* Task directions: Within the records below, filter for lines carrying the word "image" and copy them.

_ _ _ _

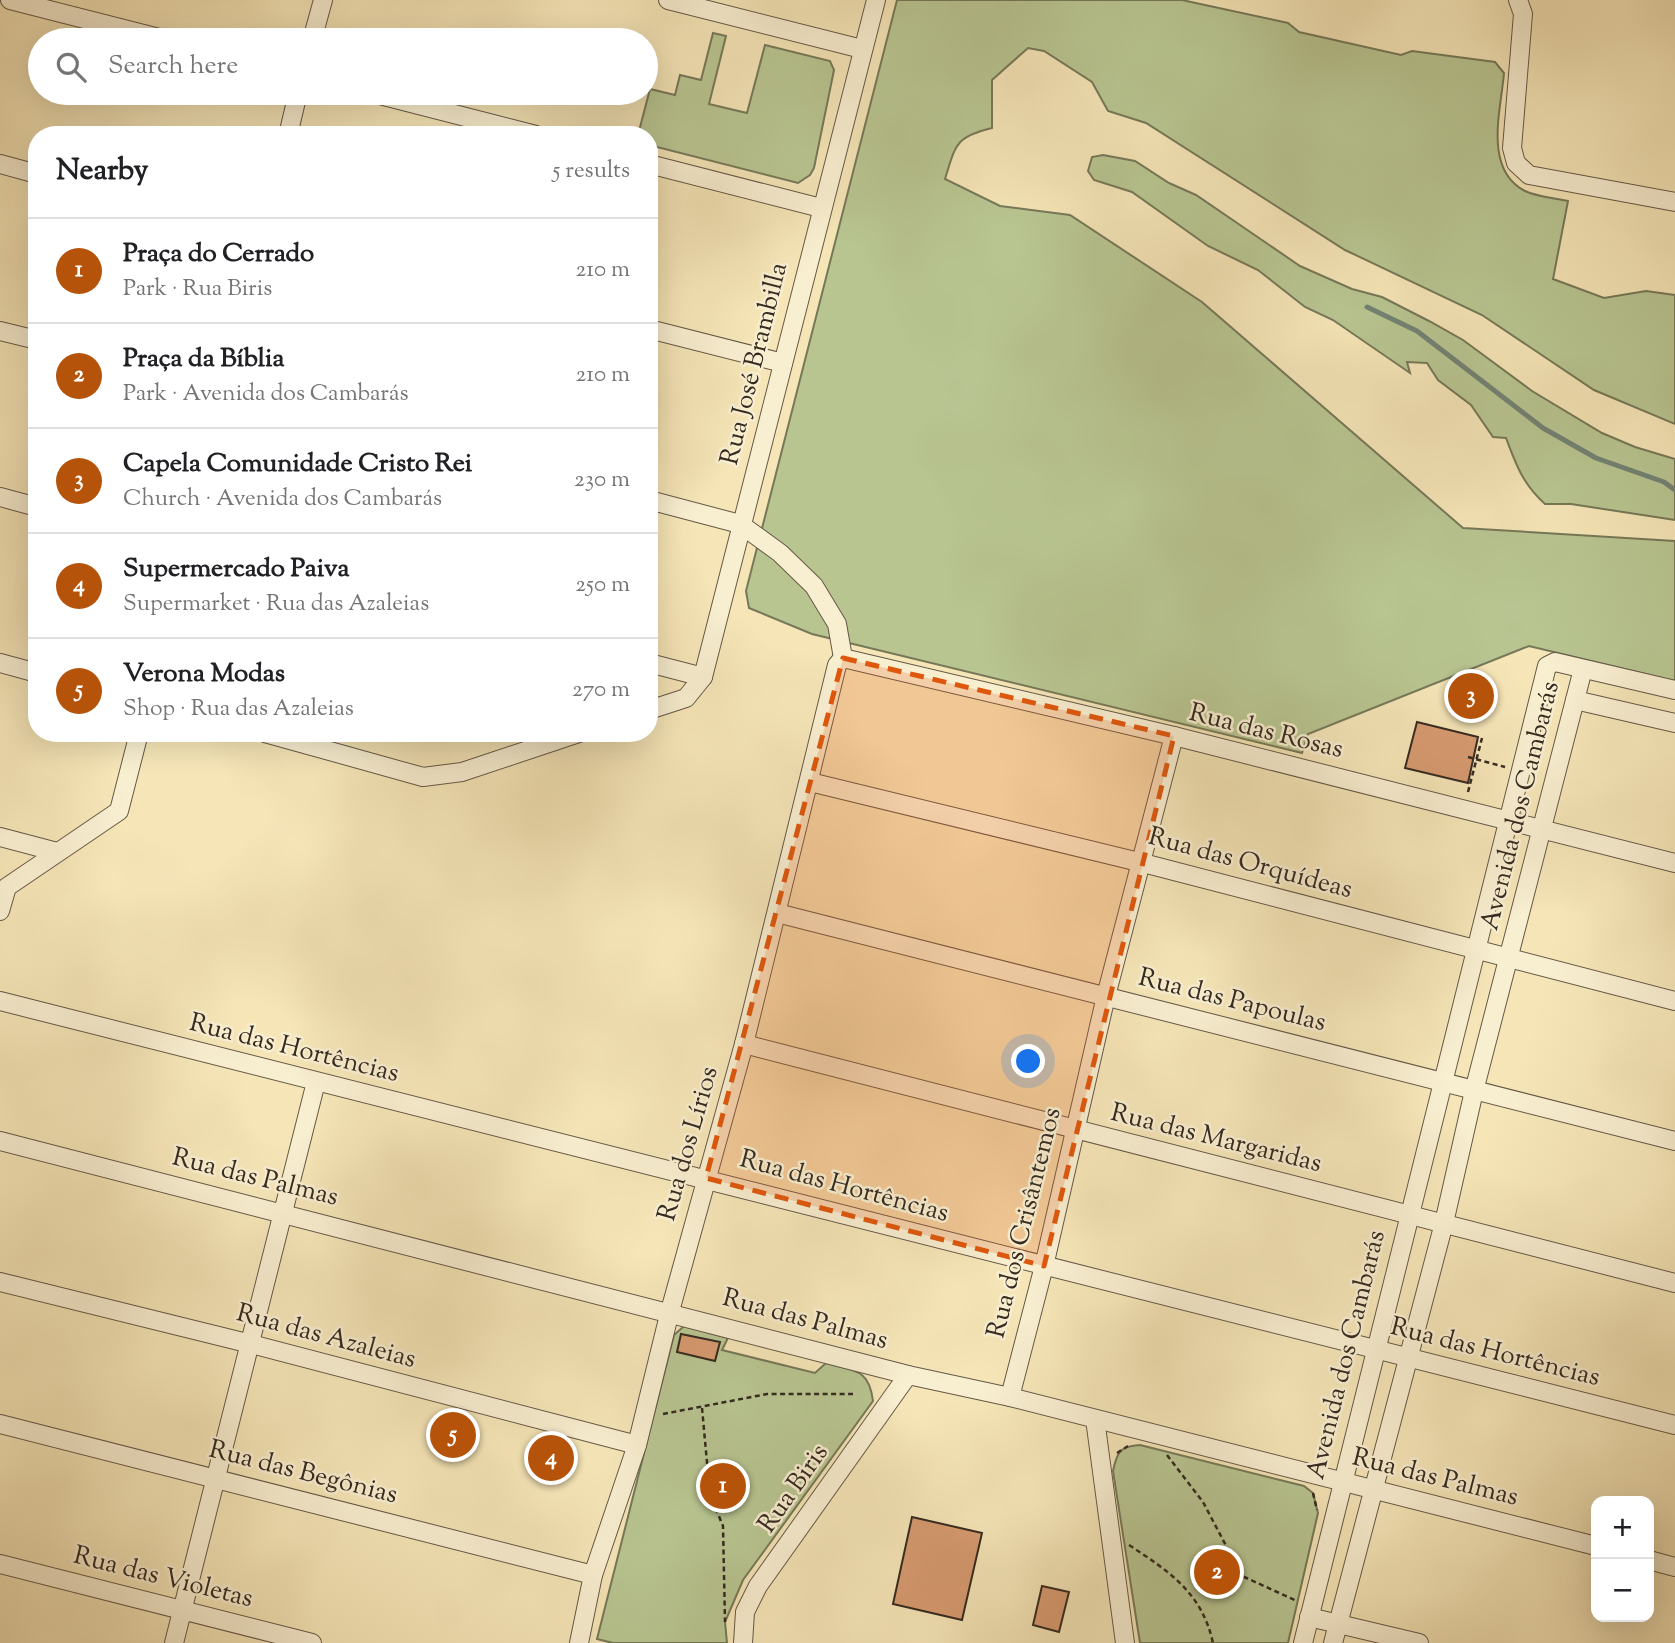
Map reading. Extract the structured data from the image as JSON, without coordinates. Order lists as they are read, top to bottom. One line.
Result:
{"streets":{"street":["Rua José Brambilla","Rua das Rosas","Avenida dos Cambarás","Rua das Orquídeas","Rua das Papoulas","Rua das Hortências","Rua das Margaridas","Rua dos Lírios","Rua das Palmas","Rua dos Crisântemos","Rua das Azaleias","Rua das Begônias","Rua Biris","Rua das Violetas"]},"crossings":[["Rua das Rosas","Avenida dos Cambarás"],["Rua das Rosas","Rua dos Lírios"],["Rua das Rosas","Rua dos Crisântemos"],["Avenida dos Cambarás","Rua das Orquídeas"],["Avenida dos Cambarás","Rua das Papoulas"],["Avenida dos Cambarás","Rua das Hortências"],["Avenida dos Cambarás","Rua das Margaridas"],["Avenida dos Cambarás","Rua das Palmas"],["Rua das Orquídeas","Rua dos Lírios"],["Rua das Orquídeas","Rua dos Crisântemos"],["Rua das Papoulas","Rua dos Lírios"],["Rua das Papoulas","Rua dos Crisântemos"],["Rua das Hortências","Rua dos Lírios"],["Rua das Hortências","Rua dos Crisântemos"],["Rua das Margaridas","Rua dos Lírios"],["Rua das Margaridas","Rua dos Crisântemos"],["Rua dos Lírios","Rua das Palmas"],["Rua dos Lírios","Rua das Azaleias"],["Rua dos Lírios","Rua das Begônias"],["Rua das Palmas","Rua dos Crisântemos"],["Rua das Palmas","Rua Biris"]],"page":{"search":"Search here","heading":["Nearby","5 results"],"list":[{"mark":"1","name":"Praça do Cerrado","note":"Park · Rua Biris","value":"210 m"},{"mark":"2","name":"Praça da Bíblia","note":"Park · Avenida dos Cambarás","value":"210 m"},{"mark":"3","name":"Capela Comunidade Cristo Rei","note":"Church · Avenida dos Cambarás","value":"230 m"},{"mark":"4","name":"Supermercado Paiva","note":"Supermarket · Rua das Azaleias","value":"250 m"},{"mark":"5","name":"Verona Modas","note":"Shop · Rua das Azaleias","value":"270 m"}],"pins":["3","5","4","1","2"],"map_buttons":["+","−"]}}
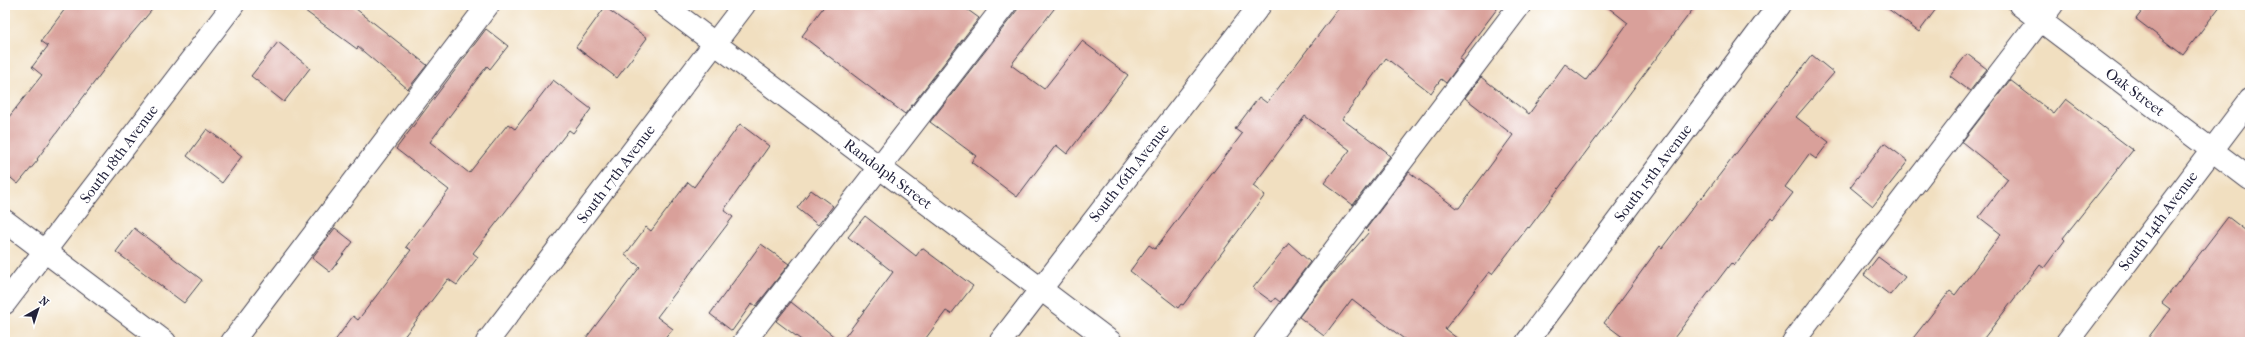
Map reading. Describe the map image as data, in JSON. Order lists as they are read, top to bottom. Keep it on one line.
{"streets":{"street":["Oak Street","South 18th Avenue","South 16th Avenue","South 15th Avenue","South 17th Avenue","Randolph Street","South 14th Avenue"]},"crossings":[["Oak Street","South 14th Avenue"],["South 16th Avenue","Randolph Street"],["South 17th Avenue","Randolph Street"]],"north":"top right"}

_ _ _ _

* Output for this exercise:
Map reading. Extract the structured data from the image as JSON, without coordinates. Order lists as they are read, top to bottom. One line.
Map reading. Describe the map image as data, in JSON. Order lists as they are read, top to bottom. Keep it on one line.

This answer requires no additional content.